PROBLEM STATEMENT:
Go through the data and report each line that holds the string "filters".
########
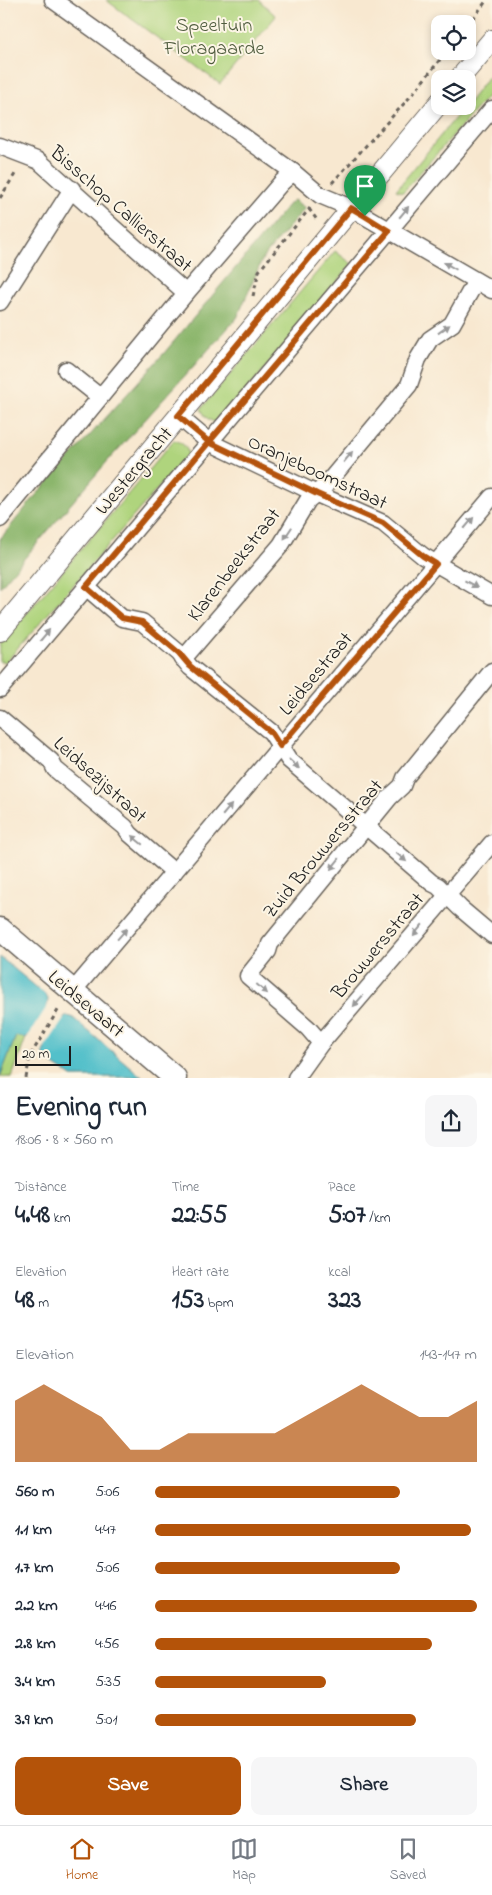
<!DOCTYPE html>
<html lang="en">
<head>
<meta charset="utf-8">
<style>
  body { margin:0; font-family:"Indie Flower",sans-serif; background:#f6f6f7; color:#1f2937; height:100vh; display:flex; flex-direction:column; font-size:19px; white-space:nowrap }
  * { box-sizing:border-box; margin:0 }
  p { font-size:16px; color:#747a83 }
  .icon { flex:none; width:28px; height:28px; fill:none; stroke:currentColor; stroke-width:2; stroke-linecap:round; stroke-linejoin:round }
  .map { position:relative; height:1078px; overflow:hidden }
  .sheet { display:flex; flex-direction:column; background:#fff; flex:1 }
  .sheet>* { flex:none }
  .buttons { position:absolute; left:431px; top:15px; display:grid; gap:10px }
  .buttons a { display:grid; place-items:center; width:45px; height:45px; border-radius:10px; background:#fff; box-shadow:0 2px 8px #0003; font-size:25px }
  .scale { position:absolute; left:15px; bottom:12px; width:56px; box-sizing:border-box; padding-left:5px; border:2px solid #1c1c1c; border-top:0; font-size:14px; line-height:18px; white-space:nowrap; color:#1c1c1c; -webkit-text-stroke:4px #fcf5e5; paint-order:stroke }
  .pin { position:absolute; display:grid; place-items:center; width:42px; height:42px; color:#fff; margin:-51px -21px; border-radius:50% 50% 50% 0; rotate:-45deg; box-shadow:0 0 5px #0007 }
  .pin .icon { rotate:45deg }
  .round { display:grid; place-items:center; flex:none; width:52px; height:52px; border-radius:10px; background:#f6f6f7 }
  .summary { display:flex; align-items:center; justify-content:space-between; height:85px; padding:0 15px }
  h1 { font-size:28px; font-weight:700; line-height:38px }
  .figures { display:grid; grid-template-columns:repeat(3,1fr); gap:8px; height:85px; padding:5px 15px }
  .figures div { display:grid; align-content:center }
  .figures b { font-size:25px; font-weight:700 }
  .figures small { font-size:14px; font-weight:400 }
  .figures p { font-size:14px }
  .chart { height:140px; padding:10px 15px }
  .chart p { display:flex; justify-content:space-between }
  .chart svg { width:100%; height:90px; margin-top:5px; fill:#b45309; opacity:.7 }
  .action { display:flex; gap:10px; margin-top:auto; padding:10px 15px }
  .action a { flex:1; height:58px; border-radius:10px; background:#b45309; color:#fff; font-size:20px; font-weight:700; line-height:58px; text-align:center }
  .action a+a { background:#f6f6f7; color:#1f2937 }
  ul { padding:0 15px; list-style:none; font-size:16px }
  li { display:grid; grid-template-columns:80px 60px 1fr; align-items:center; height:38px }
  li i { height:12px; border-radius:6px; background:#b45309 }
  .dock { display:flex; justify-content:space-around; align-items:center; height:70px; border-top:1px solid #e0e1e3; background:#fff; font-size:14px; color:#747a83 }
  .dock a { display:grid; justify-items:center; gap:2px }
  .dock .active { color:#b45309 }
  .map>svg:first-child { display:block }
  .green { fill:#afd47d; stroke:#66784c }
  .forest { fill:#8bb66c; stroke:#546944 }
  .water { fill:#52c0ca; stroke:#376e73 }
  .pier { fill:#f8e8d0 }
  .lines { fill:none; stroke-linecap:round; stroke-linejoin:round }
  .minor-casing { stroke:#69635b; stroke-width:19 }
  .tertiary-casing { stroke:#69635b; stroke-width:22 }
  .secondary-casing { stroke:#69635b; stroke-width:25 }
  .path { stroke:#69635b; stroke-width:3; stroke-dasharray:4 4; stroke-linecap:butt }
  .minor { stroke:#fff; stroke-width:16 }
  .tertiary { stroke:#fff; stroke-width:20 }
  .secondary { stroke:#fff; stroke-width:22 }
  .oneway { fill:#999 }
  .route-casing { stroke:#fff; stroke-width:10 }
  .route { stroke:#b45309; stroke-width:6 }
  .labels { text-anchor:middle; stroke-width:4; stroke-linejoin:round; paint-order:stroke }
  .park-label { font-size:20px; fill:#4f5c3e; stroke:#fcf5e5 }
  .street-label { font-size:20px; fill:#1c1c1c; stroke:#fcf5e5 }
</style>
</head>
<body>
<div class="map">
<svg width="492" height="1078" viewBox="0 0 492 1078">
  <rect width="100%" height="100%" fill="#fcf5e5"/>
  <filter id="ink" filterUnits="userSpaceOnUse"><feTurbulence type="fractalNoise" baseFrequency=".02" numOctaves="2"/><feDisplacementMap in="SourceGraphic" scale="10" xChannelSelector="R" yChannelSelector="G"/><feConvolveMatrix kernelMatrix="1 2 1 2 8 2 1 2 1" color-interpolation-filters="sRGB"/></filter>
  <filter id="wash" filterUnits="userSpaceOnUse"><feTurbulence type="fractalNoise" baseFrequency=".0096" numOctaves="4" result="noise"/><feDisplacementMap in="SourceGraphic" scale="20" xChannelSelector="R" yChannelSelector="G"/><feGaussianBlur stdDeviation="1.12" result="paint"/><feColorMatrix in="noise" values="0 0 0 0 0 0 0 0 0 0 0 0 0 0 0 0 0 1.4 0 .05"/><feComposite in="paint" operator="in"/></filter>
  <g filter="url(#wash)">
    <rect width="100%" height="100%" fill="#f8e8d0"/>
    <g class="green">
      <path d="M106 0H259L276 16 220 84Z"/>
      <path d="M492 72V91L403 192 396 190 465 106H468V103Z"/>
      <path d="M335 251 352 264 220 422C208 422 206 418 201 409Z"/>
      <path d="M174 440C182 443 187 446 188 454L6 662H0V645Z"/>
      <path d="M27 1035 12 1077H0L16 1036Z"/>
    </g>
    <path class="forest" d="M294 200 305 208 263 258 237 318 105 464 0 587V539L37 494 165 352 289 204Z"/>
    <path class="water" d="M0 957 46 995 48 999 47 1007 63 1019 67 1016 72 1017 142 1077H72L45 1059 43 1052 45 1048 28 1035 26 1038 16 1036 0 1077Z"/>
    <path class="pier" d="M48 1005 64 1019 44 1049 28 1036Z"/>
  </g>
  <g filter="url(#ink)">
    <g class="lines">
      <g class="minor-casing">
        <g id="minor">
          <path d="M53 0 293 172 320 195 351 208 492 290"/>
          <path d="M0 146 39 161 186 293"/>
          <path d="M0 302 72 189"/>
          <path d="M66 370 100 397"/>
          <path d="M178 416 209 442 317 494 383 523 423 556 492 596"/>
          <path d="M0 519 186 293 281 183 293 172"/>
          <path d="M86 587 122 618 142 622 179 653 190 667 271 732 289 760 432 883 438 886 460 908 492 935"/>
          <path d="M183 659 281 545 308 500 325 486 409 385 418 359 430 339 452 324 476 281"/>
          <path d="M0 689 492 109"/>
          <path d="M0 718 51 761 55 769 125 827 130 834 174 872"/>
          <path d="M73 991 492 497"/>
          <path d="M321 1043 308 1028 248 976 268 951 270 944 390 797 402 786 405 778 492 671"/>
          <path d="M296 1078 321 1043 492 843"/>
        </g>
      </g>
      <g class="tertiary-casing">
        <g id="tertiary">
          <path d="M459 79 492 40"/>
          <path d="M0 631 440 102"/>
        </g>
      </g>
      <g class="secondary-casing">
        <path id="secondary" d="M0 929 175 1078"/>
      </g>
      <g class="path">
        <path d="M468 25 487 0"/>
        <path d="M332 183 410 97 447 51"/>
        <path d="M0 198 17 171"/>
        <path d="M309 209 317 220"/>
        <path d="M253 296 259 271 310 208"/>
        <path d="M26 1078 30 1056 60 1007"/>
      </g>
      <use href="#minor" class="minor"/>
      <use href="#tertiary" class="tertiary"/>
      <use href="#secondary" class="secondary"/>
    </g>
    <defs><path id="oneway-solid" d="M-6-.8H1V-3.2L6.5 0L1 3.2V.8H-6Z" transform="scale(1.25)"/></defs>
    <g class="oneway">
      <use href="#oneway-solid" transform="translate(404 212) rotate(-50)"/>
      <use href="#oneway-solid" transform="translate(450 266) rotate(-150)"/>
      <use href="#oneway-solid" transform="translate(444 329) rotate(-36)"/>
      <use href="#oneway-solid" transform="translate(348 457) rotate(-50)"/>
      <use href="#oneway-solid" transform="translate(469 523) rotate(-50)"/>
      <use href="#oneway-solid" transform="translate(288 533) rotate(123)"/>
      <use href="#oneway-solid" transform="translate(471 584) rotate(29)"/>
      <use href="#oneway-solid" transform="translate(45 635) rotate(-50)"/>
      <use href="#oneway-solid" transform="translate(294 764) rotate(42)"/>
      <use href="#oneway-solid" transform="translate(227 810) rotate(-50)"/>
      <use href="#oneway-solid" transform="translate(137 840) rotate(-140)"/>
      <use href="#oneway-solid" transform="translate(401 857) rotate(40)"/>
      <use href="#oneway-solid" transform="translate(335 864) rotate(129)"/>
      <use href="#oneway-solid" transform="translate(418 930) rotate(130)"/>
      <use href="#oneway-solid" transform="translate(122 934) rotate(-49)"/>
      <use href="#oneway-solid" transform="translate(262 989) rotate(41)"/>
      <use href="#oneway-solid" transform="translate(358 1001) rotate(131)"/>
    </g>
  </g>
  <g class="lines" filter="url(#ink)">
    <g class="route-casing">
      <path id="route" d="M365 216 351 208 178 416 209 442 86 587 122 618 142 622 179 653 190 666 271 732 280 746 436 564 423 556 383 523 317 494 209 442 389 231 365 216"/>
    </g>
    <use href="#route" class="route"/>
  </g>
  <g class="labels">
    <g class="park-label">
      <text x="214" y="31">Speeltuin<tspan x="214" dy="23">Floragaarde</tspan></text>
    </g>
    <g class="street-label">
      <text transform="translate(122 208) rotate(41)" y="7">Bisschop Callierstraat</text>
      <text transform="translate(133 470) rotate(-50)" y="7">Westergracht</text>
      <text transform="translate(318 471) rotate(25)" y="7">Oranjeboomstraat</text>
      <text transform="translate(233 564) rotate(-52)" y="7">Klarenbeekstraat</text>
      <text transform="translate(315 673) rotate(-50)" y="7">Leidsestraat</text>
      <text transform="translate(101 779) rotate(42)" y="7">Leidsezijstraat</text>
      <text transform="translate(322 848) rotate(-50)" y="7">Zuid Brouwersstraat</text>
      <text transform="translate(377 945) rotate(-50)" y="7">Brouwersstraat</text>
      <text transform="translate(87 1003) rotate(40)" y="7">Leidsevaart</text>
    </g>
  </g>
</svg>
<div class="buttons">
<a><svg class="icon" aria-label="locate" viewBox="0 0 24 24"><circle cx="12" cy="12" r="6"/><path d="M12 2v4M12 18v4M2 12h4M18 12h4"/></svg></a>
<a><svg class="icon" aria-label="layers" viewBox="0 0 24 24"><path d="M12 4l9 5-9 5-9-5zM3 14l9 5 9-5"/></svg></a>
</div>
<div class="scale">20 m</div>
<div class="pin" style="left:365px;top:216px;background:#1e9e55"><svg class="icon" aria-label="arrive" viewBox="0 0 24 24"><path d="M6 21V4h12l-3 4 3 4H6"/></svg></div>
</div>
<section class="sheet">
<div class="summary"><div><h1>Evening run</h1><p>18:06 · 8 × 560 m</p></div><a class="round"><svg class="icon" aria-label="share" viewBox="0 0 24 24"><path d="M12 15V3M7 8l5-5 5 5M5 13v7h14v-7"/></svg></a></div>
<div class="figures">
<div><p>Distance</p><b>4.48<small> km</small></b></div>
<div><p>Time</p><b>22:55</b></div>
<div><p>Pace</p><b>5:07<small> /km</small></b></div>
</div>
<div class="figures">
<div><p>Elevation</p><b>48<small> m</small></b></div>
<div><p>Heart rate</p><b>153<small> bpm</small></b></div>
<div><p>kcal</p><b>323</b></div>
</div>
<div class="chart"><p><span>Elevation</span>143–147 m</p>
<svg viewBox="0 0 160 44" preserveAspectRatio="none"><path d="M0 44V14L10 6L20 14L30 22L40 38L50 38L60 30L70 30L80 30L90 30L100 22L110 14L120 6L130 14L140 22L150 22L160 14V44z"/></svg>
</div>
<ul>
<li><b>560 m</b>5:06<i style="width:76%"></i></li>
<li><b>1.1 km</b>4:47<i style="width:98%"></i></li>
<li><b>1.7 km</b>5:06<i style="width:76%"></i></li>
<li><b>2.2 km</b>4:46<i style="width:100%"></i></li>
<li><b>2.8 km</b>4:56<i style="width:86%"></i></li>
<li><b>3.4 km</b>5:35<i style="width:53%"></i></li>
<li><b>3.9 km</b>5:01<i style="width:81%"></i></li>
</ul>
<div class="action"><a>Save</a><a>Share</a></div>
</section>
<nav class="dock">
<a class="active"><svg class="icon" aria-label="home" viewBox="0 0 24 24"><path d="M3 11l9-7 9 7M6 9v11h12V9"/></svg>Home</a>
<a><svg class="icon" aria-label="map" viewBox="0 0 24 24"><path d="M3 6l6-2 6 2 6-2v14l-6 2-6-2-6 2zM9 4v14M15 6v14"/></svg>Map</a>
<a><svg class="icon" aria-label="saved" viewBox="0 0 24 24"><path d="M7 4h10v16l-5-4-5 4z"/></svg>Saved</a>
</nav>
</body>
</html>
########
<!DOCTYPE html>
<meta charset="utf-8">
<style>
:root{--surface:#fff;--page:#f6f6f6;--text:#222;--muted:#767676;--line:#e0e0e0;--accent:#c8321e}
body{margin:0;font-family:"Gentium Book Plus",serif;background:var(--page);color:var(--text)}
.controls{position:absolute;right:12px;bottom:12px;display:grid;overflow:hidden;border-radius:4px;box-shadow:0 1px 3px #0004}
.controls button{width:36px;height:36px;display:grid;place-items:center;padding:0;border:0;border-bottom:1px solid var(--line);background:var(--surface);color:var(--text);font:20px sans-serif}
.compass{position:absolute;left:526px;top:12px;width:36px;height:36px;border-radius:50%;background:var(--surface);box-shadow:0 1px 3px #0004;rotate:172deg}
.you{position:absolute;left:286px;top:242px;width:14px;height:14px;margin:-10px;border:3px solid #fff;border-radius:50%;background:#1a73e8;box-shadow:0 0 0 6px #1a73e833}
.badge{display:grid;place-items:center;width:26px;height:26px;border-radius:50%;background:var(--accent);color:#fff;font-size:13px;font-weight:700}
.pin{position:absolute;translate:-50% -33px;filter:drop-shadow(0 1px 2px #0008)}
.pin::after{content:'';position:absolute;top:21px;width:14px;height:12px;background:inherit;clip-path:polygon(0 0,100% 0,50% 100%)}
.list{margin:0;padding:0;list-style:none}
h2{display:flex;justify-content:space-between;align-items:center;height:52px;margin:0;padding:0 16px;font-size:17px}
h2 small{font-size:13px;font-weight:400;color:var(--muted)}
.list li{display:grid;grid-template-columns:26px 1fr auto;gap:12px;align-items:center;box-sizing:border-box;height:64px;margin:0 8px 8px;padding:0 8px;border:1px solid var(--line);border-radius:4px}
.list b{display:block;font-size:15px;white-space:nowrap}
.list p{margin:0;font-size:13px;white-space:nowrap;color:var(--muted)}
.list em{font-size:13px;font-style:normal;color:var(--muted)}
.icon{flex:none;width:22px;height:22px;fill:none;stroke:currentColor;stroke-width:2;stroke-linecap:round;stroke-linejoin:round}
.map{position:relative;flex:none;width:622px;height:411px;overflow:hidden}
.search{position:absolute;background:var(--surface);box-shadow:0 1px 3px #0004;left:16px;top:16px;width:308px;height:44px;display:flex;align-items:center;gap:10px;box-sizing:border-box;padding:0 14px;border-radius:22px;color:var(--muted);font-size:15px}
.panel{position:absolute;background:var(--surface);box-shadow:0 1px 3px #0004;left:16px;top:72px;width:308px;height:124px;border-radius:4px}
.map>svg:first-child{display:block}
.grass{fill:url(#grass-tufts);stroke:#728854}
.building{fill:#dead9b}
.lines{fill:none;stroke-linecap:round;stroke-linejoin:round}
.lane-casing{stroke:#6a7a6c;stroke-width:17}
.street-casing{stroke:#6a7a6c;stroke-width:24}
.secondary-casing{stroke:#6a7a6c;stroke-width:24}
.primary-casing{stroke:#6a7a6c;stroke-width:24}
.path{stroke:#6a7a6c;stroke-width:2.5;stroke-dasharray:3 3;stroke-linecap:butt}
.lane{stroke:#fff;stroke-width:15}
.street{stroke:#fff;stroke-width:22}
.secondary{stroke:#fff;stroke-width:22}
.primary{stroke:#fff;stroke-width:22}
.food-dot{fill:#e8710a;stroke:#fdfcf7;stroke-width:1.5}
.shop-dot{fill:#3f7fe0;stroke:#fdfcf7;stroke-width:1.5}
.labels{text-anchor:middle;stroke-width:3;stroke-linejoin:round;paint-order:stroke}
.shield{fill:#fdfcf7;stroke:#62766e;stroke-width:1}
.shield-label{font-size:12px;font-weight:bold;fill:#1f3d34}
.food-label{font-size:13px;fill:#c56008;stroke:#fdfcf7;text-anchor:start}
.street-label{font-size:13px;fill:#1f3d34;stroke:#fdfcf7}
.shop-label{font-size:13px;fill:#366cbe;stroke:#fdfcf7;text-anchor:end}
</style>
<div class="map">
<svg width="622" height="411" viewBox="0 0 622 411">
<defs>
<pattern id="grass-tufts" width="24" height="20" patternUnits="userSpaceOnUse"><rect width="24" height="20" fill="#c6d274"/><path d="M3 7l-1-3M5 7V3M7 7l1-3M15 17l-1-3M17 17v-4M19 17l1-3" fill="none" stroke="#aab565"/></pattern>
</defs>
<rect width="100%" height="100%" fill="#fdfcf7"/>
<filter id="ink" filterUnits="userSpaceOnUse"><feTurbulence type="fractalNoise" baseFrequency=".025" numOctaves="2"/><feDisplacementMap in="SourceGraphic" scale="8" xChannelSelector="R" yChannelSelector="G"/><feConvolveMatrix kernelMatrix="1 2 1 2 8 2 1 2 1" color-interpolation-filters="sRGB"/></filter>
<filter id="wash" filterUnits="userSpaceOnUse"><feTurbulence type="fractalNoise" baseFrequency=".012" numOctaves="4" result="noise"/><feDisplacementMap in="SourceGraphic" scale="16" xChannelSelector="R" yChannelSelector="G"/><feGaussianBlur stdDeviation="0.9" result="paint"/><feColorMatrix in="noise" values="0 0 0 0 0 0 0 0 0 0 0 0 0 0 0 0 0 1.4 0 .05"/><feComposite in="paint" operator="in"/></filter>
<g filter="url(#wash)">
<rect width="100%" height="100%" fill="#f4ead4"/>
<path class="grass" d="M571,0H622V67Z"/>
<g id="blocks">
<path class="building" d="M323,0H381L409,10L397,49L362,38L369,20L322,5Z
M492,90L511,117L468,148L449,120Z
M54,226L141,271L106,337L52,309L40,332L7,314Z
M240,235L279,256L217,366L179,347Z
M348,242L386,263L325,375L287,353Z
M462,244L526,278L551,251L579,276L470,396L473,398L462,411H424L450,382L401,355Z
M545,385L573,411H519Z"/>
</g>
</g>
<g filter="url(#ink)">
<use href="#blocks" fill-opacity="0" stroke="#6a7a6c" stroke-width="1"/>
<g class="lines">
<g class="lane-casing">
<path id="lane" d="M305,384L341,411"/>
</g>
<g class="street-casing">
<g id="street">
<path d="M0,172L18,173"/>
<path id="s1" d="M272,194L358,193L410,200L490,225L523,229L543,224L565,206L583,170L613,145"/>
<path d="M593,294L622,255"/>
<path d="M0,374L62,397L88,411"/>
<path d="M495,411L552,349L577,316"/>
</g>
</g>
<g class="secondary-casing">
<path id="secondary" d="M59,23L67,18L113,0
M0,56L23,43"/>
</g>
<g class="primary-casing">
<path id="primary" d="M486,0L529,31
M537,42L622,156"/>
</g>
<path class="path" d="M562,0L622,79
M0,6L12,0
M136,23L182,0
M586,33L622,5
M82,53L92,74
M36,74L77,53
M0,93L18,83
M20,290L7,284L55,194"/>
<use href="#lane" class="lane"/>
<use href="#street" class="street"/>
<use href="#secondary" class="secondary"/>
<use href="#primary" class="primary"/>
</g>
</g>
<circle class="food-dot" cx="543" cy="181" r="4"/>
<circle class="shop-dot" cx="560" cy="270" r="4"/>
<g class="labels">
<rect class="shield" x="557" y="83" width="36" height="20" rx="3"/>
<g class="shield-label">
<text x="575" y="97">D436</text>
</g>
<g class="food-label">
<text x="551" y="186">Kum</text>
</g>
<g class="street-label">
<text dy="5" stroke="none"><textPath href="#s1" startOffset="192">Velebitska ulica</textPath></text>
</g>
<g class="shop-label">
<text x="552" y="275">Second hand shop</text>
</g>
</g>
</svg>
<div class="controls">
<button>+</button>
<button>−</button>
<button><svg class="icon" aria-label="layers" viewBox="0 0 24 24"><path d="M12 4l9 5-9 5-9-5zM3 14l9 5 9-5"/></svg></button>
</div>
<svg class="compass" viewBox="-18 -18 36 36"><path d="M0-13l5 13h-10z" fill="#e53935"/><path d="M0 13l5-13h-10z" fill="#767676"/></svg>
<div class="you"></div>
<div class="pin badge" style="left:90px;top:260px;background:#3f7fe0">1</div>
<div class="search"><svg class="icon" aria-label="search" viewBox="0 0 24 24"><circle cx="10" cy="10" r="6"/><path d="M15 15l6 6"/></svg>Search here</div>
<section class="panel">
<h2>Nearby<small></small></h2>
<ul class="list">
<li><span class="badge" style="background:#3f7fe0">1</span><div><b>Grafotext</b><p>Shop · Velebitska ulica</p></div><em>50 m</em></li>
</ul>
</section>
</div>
########
SOLUTION FOR THIS EXERCISE:
  <filter id="ink" filterUnits="userSpaceOnUse"><feTurbulence type="fractalNoise" baseFrequency=".02" numOctaves="2"/><feDisplacementMap in="SourceGraphic" scale="10" xChannelSelector="R" yChannelSelector="G"/><feConvolveMatrix kernelMatrix="1 2 1 2 8 2 1 2 1" color-interpolation-filters="sRGB"/></filter>
<filter id="ink" filterUnits="userSpaceOnUse"><feTurbulence type="fractalNoise" baseFrequency=".025" numOctaves="2"/><feDisplacementMap in="SourceGraphic" scale="8" xChannelSelector="R" yChannelSelector="G"/><feConvolveMatrix kernelMatrix="1 2 1 2 8 2 1 2 1" color-interpolation-filters="sRGB"/></filter>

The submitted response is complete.